* [TASK TO COMPLETE]:
All that is wanted is how many lines in the records below include the string "bottom".

[Records from a data source]

---+---

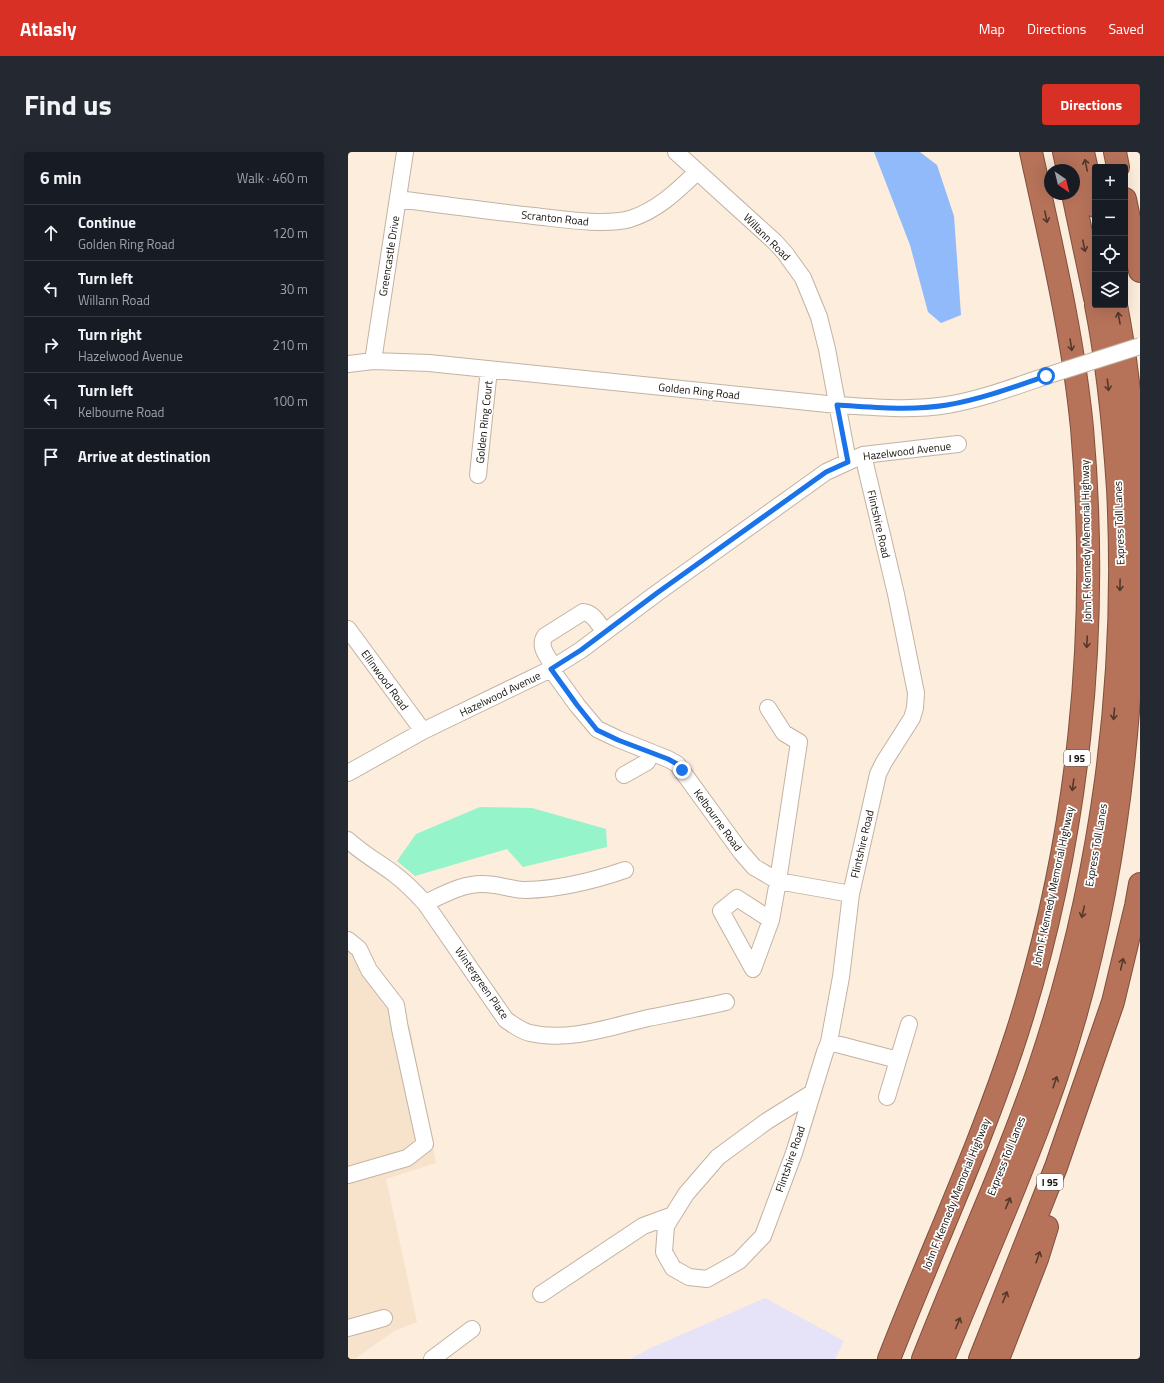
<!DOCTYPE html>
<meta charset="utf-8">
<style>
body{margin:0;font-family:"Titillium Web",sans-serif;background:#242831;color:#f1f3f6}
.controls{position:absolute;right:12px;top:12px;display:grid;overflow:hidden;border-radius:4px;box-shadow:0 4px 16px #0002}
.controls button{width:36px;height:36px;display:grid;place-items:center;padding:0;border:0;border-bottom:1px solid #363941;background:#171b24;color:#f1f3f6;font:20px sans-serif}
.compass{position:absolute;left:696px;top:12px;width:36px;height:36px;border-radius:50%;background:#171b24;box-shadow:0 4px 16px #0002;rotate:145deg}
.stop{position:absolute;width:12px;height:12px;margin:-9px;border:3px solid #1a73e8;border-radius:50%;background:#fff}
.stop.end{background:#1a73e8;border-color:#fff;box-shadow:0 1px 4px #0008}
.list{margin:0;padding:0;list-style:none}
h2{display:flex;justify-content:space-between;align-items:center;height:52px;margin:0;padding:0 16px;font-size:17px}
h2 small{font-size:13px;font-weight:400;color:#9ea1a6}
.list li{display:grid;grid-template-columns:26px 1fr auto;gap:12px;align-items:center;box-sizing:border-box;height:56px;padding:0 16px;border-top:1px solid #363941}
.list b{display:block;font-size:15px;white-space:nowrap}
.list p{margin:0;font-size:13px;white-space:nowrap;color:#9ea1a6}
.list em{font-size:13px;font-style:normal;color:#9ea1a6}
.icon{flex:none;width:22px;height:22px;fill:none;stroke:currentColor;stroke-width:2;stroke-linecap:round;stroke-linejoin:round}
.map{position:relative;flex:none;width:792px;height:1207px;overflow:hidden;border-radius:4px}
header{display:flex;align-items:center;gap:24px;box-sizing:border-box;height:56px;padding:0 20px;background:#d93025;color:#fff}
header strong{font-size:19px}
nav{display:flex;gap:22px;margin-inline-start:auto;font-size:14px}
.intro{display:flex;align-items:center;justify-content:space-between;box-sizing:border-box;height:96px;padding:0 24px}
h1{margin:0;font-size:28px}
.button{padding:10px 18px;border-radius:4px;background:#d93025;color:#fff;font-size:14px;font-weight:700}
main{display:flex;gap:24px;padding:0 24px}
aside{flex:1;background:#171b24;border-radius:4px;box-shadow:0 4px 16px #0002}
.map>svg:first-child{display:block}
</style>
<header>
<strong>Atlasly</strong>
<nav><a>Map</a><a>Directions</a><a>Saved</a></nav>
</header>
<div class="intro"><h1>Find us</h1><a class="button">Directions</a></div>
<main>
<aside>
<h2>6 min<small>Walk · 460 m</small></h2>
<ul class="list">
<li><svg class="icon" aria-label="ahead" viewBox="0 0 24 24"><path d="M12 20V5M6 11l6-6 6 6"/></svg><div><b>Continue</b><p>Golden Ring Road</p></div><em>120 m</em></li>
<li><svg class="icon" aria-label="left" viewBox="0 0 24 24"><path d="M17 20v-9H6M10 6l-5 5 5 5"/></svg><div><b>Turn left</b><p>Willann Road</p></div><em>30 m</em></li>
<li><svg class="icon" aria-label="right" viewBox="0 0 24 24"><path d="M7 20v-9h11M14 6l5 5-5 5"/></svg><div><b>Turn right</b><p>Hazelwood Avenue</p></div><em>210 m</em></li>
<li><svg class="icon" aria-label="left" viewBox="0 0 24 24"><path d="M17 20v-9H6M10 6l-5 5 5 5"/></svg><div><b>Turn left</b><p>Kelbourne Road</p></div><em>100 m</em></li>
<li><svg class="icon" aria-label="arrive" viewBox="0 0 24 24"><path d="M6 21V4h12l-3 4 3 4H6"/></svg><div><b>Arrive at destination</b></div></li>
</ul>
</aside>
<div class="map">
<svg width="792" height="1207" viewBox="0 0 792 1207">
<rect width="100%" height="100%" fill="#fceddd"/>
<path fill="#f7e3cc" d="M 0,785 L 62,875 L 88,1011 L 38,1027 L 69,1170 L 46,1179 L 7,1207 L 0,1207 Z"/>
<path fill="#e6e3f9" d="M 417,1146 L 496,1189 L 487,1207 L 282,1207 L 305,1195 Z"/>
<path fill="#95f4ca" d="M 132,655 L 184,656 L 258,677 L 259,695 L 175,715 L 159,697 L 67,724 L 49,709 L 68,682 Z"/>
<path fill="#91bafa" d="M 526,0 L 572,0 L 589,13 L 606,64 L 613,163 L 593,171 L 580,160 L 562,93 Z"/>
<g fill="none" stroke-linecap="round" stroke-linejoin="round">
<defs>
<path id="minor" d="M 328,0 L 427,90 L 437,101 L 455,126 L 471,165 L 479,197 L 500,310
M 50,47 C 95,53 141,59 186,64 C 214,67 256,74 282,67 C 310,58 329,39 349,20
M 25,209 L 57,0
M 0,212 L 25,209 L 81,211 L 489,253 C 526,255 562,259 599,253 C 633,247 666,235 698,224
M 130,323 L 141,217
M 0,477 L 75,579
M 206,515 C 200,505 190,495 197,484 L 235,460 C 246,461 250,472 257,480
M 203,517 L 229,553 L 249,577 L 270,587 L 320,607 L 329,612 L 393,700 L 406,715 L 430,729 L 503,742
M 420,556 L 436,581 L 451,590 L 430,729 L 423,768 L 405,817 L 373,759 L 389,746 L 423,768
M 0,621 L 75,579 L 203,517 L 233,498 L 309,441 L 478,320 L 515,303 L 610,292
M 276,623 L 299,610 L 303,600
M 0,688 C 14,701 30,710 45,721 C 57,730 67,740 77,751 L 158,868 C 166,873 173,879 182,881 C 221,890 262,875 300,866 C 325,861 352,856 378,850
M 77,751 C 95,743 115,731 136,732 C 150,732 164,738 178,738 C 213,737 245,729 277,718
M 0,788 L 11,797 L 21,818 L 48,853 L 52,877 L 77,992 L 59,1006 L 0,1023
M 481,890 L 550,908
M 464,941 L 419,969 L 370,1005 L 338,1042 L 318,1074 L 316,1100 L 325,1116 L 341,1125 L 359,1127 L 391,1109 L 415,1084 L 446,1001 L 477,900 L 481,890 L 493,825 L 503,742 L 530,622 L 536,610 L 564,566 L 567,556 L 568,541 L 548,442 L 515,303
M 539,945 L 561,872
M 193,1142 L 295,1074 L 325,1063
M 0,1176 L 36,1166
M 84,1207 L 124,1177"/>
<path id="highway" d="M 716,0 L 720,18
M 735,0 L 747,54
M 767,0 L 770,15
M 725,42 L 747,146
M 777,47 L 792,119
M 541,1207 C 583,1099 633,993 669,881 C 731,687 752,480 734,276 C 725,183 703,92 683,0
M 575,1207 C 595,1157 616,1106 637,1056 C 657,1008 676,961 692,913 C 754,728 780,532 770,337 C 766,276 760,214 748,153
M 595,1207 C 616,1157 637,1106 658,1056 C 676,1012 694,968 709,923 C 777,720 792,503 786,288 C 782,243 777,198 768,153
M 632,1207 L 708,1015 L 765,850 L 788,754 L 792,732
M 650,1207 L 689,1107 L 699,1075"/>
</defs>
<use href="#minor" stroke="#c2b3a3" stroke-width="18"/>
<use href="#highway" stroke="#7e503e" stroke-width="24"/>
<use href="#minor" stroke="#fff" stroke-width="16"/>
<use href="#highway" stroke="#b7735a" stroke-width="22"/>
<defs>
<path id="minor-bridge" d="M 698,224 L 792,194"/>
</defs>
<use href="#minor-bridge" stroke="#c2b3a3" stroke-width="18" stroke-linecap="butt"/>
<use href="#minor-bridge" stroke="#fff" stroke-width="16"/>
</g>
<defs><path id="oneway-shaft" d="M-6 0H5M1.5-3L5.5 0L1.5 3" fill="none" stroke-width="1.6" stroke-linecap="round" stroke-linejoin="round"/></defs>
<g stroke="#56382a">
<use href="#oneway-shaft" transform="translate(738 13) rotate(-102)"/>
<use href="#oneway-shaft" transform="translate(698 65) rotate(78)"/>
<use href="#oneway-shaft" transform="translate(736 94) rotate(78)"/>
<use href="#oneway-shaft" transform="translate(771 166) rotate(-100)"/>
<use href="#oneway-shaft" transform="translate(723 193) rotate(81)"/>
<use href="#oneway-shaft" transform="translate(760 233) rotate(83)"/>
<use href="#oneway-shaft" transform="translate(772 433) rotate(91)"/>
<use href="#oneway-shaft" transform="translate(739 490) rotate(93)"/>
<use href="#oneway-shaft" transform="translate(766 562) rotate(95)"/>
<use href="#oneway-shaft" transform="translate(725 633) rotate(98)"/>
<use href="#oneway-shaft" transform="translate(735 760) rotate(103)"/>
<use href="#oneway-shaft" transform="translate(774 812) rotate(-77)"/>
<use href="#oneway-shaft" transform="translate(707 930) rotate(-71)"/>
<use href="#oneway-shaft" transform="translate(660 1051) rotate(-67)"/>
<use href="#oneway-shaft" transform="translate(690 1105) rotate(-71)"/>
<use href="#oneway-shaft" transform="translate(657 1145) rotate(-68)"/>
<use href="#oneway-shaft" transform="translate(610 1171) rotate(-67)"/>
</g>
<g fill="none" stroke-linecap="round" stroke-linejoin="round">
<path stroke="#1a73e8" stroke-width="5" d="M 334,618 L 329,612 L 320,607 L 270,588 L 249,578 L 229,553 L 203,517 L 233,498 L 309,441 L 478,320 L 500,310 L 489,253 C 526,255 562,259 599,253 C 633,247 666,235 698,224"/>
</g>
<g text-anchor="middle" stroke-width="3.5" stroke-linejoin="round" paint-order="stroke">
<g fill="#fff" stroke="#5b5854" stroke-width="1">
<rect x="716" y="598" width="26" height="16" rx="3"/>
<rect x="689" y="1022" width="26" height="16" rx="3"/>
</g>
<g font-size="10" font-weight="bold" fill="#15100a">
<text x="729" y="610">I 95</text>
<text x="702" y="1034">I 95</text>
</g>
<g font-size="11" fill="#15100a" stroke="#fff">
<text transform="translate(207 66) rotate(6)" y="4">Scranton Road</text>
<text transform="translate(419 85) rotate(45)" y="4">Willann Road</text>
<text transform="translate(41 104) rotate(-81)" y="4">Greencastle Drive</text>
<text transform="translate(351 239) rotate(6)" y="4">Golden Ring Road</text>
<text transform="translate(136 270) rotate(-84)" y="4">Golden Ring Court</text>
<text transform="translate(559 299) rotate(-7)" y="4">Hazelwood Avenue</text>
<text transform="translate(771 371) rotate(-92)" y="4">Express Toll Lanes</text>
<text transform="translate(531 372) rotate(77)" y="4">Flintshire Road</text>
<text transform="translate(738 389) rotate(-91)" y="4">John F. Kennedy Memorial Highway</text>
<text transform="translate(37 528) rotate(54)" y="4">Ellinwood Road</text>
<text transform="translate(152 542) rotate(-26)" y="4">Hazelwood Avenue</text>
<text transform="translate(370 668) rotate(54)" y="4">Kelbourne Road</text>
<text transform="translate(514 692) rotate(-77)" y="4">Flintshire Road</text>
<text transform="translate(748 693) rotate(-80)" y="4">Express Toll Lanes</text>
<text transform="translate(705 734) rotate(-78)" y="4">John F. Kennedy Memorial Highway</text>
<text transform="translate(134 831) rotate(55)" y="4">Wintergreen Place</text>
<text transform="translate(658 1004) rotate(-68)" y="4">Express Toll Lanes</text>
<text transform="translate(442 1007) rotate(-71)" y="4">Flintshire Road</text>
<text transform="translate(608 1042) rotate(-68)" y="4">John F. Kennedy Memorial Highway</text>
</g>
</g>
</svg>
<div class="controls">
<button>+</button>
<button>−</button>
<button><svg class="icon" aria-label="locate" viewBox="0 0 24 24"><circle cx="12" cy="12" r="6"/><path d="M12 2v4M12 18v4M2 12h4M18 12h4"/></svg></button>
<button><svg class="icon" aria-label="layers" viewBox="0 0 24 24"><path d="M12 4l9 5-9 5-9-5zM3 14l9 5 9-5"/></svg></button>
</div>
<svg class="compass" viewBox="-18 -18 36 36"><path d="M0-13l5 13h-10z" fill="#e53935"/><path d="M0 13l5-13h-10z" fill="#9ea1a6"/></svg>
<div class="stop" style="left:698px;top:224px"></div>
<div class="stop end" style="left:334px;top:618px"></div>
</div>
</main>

---+---

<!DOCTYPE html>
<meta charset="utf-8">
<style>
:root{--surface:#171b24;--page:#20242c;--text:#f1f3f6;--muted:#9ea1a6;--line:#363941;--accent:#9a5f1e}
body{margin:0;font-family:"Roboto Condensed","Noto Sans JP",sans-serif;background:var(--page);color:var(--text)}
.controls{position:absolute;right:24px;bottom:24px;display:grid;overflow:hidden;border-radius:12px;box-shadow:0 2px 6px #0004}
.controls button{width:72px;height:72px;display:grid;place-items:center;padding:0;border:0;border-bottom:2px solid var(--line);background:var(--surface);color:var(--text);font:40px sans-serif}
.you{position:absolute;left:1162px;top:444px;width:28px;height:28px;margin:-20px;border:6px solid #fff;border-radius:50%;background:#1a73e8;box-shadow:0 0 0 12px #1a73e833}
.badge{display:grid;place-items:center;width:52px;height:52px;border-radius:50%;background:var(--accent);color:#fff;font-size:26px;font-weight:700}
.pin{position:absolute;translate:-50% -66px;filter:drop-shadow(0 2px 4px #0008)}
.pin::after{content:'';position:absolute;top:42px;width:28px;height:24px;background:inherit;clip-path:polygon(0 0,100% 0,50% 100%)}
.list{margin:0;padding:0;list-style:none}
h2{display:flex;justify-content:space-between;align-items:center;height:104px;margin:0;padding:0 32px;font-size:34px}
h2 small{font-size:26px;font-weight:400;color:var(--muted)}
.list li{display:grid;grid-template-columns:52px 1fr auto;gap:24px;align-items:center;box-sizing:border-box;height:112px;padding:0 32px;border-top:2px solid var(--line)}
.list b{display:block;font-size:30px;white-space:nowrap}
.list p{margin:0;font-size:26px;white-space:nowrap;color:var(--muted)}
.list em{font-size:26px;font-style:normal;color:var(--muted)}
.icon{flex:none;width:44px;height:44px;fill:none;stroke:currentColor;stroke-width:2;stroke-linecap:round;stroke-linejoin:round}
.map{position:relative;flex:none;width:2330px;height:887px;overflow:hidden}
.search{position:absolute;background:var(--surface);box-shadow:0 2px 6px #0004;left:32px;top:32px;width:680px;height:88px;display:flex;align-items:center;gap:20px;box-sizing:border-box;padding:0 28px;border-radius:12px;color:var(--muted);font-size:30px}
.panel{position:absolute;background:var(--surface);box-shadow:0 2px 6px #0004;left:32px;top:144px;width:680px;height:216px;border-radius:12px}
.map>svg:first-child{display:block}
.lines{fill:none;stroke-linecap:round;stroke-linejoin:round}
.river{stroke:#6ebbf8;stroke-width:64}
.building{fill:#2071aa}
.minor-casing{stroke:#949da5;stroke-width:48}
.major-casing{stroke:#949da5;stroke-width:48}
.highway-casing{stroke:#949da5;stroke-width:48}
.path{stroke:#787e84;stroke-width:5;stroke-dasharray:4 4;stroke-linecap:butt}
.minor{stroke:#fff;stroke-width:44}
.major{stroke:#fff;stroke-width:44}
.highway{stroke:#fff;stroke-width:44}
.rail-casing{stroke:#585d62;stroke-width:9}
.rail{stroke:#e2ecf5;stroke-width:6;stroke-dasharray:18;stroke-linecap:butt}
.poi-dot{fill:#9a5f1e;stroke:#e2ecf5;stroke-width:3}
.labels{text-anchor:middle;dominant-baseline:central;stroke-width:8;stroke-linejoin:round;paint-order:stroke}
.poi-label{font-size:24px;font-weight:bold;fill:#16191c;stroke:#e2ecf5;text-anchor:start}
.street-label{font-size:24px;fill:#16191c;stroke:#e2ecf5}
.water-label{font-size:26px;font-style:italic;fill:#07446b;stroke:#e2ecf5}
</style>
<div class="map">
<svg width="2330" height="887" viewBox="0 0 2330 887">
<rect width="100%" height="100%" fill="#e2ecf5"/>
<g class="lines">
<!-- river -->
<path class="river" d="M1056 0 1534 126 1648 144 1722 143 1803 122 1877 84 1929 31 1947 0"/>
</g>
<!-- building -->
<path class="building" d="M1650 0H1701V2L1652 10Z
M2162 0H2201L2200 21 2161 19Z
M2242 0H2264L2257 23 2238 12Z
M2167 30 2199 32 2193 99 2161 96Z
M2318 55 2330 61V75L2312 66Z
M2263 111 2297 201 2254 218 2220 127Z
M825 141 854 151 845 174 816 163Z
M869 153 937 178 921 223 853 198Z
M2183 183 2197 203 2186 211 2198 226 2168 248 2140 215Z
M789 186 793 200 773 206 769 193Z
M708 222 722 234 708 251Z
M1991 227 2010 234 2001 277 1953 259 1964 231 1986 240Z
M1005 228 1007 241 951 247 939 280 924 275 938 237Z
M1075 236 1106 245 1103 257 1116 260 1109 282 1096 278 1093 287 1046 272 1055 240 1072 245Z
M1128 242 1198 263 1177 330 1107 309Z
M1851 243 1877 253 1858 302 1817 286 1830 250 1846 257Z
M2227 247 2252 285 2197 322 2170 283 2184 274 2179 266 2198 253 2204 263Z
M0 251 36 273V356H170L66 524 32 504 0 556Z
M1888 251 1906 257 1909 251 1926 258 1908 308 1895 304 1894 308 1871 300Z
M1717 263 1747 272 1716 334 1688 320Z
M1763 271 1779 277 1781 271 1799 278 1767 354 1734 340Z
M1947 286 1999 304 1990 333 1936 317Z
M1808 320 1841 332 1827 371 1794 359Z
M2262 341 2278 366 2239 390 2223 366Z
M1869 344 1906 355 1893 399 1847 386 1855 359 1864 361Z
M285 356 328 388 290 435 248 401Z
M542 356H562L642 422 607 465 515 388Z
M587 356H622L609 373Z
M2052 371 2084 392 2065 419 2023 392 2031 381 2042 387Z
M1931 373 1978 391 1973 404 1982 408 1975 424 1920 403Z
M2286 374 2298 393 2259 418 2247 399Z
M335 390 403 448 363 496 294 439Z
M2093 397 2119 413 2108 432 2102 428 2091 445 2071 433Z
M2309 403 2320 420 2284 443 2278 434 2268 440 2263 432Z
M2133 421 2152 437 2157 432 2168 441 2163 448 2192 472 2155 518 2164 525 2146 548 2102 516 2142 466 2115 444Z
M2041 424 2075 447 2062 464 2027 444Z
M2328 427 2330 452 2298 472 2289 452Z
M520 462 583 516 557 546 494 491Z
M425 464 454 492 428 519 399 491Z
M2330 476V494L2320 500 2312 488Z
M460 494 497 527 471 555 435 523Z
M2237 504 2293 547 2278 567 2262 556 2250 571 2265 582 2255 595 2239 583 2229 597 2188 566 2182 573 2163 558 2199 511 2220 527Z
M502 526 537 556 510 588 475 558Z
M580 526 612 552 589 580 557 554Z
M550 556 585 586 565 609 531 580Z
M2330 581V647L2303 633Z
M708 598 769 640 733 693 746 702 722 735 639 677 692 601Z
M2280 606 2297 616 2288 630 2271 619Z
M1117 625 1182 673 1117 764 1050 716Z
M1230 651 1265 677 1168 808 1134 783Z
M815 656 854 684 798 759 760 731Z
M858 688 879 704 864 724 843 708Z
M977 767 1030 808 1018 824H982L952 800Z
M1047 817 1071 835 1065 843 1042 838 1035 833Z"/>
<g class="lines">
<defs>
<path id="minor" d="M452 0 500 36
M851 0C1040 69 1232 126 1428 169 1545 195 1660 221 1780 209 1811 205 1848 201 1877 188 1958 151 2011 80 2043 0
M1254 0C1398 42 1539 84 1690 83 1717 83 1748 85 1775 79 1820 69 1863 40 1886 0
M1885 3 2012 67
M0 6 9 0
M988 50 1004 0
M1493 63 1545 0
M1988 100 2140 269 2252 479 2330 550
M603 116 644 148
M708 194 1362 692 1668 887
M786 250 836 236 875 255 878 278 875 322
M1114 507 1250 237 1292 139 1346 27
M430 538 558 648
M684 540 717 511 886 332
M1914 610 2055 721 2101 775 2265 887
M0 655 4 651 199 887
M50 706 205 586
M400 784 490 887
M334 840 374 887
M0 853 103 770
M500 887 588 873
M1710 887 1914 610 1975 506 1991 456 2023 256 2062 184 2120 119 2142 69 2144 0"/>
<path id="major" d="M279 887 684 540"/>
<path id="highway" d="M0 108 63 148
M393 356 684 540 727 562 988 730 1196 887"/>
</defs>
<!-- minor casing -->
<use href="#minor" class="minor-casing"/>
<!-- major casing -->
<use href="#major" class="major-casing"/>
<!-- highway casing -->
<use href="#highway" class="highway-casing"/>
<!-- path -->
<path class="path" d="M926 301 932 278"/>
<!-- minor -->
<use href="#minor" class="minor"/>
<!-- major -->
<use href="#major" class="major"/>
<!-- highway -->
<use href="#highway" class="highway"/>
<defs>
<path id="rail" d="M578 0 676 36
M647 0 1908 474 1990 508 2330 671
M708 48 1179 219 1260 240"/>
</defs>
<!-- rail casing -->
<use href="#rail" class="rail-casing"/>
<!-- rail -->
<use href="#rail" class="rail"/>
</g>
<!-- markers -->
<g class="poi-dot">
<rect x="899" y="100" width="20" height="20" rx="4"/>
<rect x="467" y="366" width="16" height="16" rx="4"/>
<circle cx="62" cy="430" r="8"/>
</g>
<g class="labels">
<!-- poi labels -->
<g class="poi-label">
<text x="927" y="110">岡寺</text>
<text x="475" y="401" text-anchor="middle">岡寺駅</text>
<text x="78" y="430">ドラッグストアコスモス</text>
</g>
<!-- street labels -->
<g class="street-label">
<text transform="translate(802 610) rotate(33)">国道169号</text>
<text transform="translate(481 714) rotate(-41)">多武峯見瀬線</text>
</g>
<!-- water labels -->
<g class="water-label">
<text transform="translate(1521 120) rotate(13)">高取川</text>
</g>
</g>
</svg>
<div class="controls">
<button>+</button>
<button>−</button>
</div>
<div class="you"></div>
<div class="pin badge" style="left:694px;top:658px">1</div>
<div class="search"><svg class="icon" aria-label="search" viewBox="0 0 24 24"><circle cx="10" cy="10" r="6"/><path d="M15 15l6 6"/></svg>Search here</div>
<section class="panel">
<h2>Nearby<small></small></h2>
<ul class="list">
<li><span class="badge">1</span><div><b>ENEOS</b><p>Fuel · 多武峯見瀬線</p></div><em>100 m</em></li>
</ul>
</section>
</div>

---+---

* [OUTPUT OF THE TASK]:
3